■ **WORK TO COMPLETE**
Which lines of the data below include the string "casing"? Return each of them.
[[ GIVEN INFORMATION open ]]
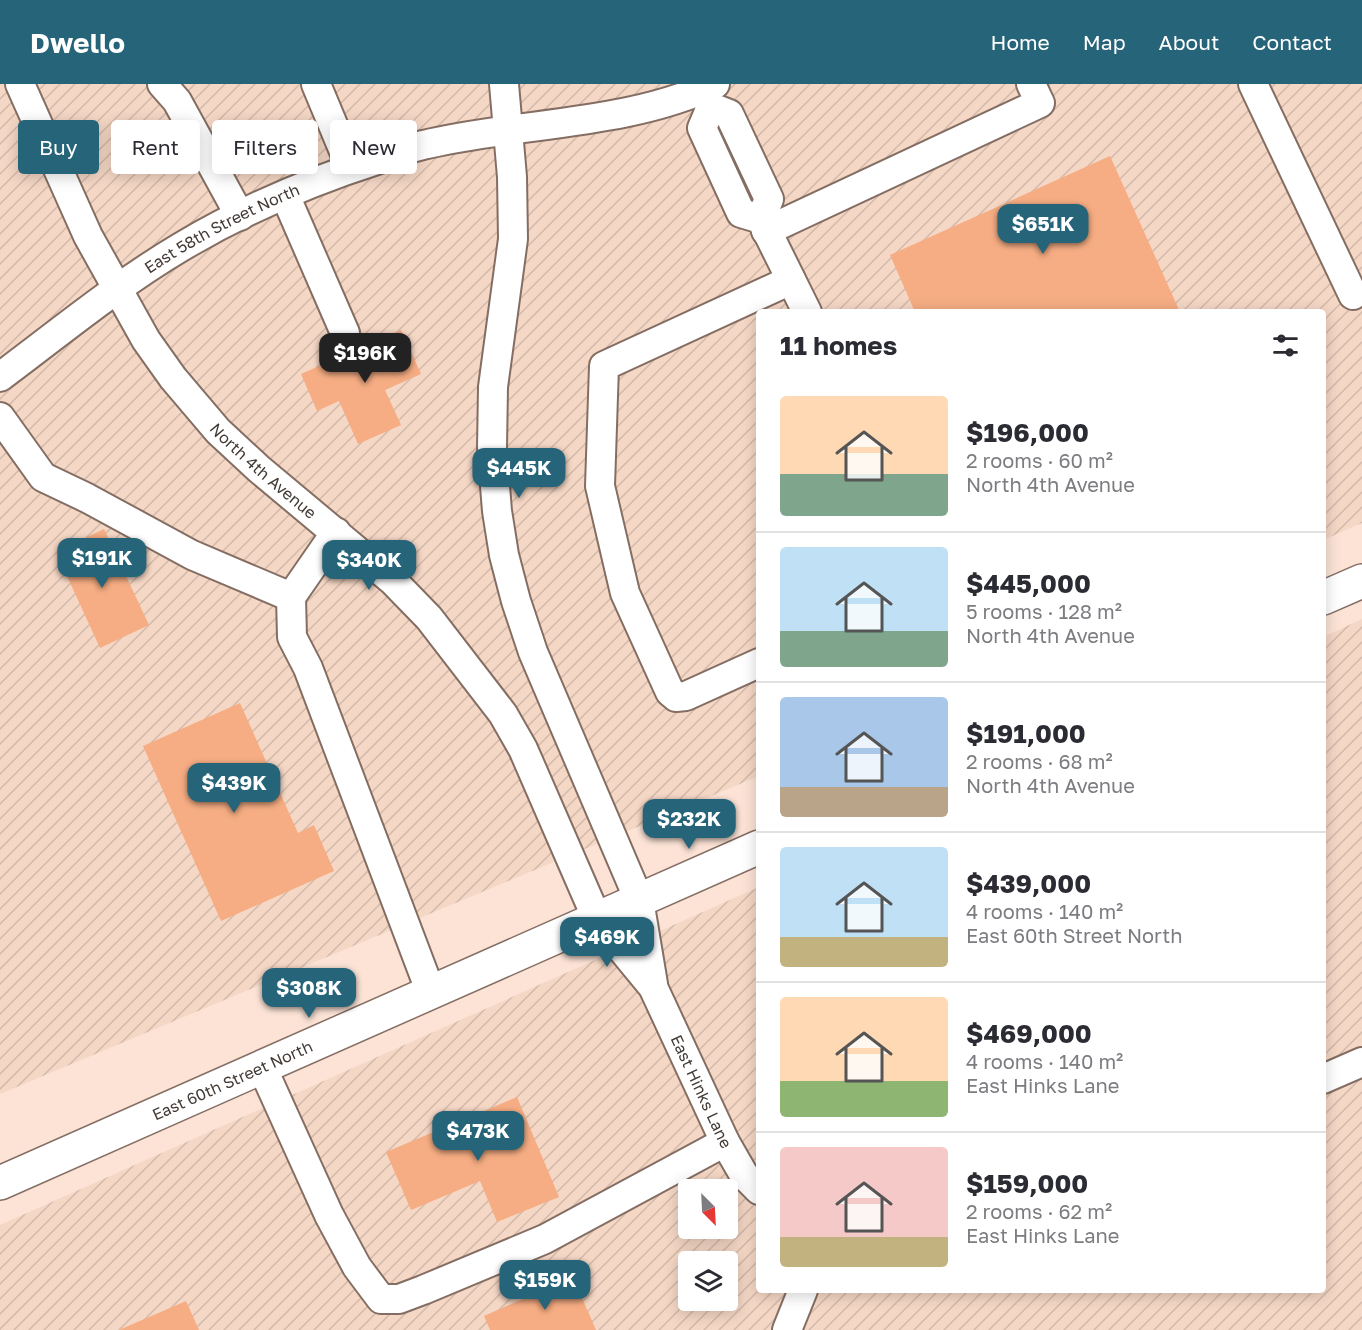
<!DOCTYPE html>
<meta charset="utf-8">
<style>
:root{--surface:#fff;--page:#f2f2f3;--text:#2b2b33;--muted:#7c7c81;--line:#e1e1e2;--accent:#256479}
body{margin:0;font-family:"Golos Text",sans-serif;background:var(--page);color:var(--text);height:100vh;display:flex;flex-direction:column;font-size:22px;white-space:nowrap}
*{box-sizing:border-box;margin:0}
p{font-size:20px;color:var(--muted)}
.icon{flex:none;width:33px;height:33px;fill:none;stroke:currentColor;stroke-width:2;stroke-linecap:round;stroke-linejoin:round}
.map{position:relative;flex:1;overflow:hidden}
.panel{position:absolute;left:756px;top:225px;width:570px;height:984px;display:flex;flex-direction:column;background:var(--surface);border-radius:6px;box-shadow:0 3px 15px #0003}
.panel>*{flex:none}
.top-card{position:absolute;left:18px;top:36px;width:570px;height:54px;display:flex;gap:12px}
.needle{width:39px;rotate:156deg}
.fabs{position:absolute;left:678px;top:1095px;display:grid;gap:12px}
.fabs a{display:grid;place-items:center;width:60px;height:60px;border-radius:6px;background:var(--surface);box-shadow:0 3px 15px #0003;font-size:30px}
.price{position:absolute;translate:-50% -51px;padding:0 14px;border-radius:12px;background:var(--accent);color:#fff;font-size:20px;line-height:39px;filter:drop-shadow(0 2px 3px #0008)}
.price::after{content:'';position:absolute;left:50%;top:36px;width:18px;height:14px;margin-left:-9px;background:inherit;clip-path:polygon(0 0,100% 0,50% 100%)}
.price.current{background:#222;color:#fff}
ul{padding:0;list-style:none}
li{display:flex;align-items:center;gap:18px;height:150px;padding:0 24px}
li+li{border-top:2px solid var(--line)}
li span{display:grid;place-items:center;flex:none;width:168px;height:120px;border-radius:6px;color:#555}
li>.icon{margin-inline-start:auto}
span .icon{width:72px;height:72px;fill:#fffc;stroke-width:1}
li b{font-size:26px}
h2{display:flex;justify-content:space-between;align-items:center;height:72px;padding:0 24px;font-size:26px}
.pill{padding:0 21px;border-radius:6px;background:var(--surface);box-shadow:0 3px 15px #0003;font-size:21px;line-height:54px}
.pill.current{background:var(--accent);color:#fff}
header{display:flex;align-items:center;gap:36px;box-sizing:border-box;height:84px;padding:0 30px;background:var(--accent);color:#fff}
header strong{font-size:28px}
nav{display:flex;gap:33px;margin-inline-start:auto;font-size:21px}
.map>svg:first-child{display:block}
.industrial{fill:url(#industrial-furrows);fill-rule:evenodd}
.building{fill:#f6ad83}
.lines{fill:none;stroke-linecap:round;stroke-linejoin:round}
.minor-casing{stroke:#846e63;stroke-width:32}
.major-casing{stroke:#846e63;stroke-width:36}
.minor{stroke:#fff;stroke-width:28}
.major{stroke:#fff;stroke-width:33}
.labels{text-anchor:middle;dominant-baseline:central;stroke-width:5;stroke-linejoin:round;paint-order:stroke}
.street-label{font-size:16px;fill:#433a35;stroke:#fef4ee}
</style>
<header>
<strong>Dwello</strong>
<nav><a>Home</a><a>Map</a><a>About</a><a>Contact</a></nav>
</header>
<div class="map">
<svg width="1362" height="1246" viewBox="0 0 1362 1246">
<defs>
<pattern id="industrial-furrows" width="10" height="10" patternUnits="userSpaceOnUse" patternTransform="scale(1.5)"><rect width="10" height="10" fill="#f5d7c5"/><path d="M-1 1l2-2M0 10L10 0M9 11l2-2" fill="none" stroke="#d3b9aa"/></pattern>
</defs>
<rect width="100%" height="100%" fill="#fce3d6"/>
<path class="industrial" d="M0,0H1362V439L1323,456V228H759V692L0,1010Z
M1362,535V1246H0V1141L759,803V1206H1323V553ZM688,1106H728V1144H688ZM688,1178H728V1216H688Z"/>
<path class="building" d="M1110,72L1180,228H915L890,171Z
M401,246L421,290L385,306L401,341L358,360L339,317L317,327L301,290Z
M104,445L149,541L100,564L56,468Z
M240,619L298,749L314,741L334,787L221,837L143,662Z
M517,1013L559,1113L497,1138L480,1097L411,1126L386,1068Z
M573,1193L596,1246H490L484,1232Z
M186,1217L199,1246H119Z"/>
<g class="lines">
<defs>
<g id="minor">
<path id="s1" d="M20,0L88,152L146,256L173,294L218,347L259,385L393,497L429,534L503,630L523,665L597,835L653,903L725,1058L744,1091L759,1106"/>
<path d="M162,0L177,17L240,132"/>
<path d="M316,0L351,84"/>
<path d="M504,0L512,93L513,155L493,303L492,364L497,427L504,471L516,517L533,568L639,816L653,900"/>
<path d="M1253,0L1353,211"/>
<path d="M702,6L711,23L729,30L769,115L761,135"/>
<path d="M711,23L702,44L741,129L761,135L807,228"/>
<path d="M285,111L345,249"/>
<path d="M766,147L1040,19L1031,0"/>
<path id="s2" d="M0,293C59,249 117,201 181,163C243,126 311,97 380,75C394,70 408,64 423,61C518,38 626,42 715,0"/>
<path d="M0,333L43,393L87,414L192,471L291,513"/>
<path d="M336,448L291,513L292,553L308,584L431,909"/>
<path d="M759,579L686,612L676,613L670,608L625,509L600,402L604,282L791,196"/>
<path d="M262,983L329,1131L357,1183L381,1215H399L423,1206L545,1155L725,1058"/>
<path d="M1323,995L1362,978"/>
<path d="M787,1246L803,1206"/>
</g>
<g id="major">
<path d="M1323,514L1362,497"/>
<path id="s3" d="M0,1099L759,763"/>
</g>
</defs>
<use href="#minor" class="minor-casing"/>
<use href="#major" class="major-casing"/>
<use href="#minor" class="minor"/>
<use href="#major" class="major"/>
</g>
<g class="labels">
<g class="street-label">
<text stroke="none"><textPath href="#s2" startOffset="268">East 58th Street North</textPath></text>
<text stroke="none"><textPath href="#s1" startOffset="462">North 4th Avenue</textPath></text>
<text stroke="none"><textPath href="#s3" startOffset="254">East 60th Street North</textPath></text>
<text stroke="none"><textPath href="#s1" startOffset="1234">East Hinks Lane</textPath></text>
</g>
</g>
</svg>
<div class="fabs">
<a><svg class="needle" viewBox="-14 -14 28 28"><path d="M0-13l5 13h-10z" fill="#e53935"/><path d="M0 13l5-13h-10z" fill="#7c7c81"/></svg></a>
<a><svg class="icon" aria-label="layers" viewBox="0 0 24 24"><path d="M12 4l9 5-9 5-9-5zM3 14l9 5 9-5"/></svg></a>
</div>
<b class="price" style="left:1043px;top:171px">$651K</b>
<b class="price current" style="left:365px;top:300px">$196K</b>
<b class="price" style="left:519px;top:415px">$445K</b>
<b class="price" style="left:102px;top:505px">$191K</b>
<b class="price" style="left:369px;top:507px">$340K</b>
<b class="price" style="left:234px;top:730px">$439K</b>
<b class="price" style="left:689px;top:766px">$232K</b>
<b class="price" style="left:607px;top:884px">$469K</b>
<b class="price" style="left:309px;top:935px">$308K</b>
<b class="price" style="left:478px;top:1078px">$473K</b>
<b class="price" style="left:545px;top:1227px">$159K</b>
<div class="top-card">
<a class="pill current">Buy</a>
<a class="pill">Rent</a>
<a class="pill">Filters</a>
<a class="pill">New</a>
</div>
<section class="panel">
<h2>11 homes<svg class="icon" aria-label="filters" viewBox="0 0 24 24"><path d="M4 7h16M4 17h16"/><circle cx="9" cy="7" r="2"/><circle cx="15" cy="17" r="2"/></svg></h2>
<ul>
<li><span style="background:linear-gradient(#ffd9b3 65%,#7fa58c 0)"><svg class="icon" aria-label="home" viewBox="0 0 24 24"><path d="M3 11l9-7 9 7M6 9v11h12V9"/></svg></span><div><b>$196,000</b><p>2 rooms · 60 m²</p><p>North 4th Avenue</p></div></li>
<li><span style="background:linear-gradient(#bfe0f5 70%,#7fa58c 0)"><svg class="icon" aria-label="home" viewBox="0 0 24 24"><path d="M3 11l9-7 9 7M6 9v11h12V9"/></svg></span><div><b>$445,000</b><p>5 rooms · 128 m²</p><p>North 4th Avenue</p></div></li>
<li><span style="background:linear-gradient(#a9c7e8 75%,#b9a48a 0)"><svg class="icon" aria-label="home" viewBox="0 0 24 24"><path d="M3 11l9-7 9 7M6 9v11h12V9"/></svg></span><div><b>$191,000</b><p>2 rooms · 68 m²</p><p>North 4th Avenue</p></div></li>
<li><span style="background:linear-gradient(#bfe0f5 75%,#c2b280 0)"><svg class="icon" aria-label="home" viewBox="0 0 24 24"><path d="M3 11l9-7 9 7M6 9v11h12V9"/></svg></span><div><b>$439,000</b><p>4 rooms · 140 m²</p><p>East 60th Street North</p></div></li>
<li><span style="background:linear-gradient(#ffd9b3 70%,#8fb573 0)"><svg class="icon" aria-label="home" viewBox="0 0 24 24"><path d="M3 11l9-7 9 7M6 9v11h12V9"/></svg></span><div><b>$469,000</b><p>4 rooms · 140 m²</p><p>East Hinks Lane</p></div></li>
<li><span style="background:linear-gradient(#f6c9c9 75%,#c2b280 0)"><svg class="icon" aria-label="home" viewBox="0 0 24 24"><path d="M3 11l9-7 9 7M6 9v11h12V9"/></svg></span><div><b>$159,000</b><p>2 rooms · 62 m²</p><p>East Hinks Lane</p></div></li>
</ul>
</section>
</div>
[[ GIVEN INFORMATION closed ]]
■ **RESPONSE TO THE TASK**
.minor-casing{stroke:#846e63;stroke-width:32}
.major-casing{stroke:#846e63;stroke-width:36}
<use href="#minor" class="minor-casing"/>
<use href="#major" class="major-casing"/>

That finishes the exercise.